Counting every line in the records below that holds "linecap", give the total and add nothing.

----------

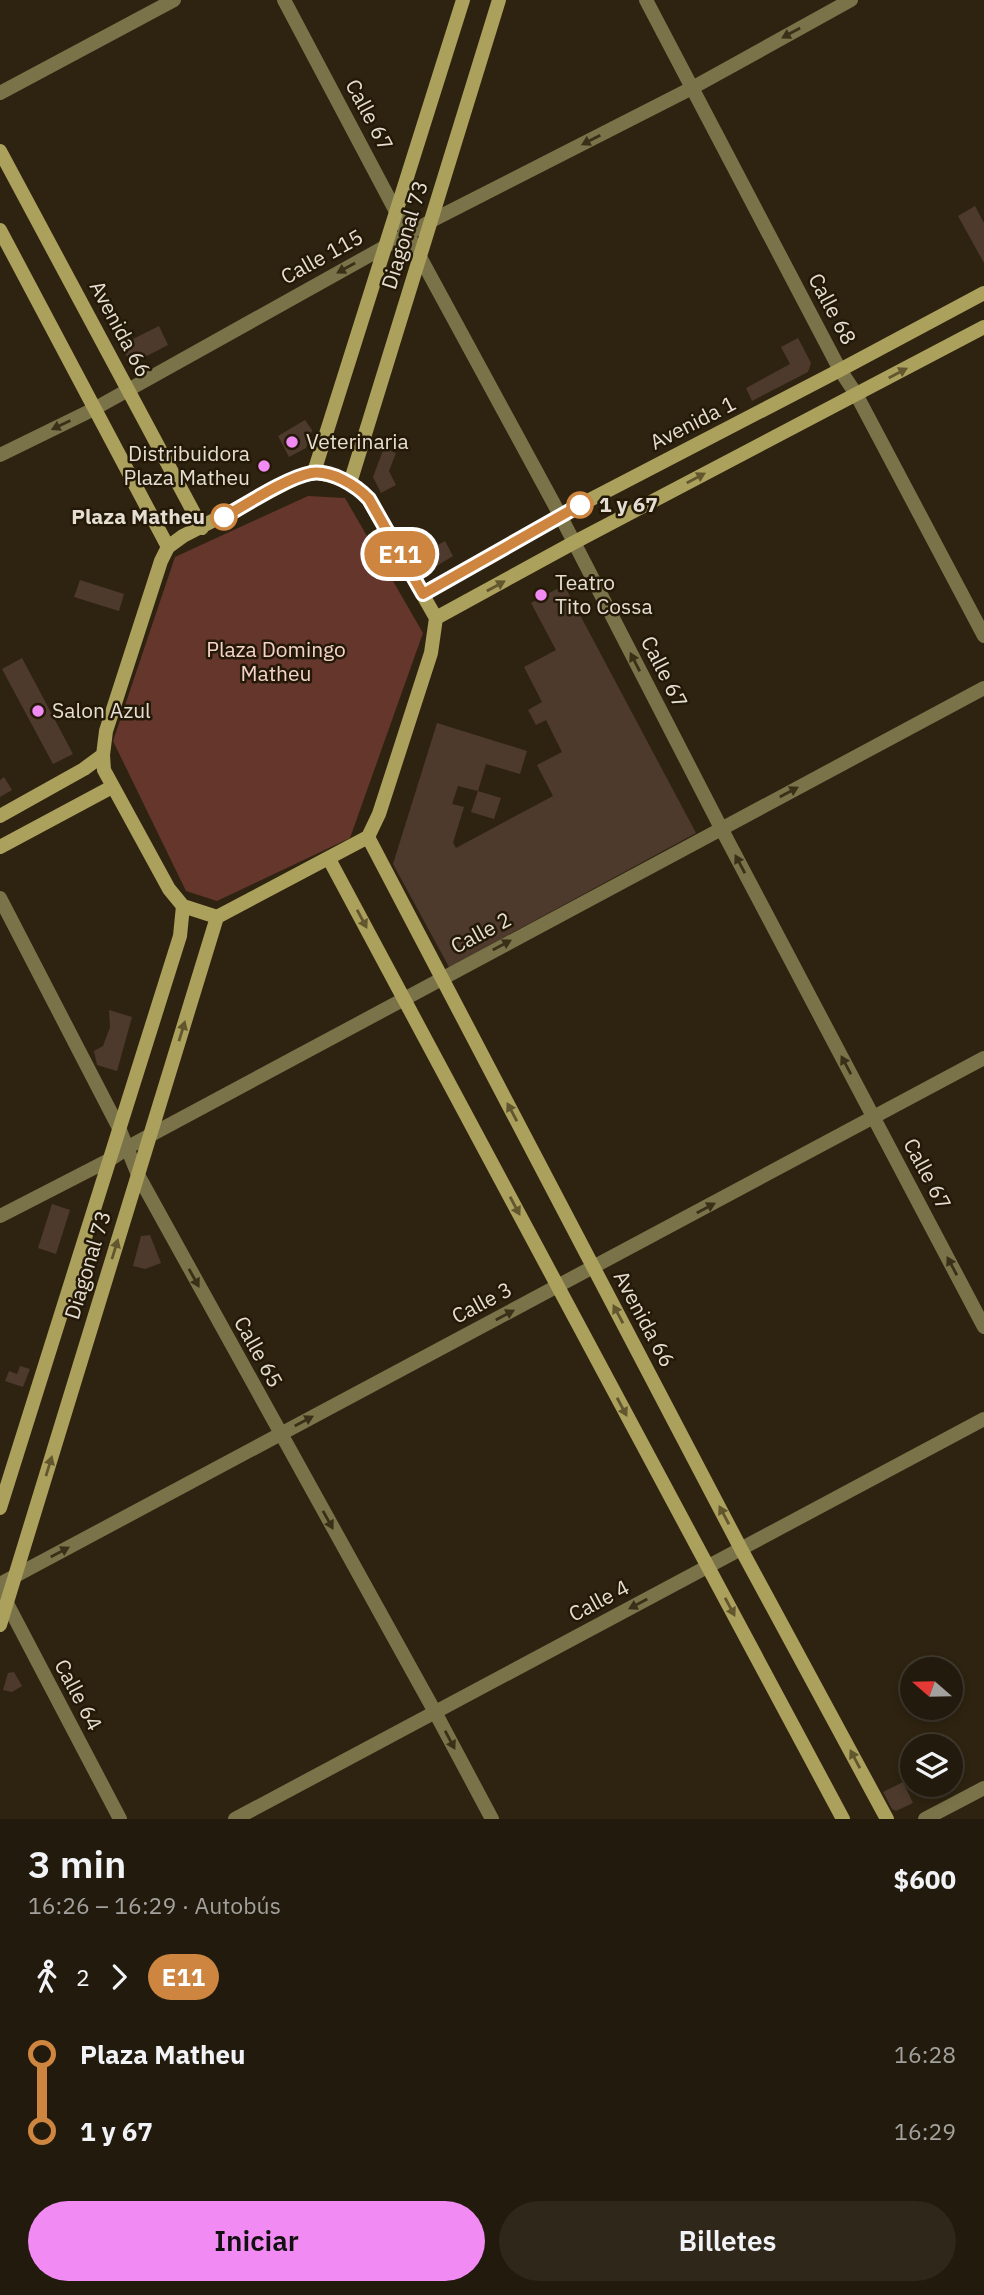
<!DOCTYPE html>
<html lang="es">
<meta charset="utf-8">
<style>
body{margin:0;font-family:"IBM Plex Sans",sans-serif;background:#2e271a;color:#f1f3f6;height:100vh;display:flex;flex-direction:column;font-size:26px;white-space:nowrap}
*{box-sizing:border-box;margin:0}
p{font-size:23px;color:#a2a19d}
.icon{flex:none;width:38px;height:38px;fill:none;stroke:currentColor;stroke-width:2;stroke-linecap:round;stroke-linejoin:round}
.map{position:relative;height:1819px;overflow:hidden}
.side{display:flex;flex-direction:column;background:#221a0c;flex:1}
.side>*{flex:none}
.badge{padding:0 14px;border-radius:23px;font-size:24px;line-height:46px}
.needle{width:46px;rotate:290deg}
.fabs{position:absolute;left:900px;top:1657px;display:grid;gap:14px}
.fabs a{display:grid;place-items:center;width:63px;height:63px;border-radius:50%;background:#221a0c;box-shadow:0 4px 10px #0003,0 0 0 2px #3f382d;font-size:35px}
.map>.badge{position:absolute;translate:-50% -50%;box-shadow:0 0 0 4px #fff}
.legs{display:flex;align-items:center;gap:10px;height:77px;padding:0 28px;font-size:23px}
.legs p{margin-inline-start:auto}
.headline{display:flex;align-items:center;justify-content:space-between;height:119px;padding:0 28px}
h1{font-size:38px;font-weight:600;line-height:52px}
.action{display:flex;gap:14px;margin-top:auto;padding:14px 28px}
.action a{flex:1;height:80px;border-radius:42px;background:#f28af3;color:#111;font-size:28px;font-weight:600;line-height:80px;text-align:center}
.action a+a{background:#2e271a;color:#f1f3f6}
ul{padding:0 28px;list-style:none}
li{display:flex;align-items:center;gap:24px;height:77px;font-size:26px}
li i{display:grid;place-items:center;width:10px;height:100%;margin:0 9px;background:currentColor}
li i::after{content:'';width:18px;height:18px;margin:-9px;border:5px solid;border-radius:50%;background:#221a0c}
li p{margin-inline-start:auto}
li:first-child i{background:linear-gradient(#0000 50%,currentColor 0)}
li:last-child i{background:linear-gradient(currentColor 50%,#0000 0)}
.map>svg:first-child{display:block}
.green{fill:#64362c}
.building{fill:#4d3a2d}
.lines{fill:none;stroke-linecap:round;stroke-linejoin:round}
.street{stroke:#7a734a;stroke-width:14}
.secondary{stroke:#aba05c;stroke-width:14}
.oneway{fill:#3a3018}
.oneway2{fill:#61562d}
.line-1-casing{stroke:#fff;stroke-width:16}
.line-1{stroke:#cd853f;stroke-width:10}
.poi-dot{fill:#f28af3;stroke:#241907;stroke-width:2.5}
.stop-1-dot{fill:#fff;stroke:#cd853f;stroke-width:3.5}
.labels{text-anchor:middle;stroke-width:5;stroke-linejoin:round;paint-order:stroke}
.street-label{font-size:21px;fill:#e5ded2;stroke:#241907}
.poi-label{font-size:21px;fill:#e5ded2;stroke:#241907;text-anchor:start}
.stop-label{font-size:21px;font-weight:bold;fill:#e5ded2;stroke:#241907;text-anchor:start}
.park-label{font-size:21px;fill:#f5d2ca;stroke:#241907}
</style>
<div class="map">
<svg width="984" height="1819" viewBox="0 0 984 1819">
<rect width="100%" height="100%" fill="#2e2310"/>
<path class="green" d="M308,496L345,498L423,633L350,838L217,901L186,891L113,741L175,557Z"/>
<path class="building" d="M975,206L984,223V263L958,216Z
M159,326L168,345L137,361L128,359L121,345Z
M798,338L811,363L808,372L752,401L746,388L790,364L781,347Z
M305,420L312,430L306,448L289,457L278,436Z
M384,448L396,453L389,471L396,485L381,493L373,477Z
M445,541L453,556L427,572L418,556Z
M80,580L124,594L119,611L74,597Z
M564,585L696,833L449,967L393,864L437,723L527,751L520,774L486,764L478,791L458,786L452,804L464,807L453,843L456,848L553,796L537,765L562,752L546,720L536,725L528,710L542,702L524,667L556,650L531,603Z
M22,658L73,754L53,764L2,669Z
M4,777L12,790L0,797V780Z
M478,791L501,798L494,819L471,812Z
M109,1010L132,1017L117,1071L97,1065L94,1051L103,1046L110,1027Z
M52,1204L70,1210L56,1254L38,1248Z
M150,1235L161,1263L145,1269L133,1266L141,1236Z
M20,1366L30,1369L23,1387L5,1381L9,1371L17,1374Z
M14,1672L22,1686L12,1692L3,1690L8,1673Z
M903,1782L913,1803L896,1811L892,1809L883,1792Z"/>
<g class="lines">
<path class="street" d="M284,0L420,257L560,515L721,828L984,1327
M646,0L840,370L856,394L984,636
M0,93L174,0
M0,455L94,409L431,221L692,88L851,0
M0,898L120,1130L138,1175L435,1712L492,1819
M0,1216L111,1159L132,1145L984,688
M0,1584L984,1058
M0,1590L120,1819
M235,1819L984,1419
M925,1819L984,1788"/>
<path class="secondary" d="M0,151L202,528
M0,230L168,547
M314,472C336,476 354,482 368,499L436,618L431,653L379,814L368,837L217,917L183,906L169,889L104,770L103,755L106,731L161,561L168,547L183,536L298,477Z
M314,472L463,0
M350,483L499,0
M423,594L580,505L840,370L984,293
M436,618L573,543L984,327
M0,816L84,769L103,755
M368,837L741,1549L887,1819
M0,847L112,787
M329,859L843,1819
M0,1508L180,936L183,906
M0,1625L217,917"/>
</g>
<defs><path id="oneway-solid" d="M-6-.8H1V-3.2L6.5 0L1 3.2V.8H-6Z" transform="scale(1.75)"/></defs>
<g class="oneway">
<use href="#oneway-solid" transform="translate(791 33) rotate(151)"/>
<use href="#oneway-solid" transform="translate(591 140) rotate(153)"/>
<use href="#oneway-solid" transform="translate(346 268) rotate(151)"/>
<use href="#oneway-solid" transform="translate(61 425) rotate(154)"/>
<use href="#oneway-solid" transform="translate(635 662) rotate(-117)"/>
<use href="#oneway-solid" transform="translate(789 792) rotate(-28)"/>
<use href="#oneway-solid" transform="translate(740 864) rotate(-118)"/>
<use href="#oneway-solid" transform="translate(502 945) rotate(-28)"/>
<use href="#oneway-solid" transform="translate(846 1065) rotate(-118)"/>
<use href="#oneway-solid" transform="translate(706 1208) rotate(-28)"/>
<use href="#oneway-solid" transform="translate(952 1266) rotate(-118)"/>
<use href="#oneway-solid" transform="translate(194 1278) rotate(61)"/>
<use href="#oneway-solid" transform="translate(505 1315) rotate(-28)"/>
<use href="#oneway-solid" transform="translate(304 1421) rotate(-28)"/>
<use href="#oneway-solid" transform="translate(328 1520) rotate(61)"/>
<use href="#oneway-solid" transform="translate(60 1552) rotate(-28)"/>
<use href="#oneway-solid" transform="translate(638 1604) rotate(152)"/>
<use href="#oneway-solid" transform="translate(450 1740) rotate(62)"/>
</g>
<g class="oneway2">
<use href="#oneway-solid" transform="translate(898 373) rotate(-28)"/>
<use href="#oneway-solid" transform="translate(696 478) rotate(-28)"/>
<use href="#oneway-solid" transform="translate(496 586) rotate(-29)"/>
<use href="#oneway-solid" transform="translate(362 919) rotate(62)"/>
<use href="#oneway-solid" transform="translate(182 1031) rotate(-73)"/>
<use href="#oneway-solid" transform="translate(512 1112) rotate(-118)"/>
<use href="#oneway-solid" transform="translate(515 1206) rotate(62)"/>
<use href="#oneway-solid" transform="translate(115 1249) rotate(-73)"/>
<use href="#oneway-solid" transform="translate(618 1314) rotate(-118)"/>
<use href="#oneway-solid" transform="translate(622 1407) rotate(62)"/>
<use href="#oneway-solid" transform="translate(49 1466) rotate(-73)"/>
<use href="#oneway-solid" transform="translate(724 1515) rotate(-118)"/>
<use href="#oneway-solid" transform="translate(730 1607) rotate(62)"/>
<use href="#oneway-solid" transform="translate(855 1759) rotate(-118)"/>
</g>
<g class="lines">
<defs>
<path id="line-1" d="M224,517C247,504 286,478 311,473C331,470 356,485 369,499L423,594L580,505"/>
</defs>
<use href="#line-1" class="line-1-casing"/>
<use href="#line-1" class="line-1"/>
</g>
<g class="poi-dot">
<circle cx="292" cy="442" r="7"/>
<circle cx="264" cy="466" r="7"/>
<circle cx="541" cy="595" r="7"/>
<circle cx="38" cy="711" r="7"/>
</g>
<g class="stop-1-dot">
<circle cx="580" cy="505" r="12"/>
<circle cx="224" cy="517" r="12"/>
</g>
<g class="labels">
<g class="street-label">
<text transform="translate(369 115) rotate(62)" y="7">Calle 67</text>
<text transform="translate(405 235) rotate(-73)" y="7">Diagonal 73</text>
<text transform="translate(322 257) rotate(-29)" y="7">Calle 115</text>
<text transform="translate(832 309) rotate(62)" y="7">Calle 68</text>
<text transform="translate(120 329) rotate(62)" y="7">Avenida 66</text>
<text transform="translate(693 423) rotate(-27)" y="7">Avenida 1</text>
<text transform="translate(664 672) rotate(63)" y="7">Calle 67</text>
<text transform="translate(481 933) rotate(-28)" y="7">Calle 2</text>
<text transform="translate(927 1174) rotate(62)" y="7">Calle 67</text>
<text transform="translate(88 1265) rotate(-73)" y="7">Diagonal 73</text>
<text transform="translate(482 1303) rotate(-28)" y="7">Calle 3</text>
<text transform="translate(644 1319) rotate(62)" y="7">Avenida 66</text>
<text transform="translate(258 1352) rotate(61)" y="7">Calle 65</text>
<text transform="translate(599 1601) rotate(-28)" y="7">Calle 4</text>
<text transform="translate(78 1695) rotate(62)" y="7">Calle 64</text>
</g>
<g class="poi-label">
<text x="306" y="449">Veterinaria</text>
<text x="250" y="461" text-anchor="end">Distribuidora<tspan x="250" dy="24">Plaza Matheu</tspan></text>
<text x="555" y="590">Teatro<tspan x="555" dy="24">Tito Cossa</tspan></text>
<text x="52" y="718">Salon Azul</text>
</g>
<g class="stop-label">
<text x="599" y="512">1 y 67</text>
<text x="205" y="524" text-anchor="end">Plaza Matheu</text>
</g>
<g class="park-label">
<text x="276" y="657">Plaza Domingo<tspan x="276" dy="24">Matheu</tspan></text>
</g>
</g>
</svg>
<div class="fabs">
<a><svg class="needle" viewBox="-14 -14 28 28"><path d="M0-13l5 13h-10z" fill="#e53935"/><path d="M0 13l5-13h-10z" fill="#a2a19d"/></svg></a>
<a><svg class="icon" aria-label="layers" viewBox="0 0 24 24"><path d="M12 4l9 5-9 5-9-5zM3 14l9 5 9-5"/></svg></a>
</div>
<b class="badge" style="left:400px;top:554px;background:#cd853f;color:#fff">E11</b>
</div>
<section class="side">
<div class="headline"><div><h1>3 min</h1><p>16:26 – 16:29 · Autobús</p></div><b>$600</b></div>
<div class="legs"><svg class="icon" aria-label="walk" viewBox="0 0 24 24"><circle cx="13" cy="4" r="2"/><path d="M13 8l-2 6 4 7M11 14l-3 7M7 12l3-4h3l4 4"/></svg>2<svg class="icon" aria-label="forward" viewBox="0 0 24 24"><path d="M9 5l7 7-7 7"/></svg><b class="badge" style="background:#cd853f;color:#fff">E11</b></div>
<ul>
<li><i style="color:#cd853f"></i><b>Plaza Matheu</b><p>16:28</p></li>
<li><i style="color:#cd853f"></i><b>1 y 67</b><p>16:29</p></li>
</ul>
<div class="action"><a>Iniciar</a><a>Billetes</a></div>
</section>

----------

→ EXERCISE OUTPUT
2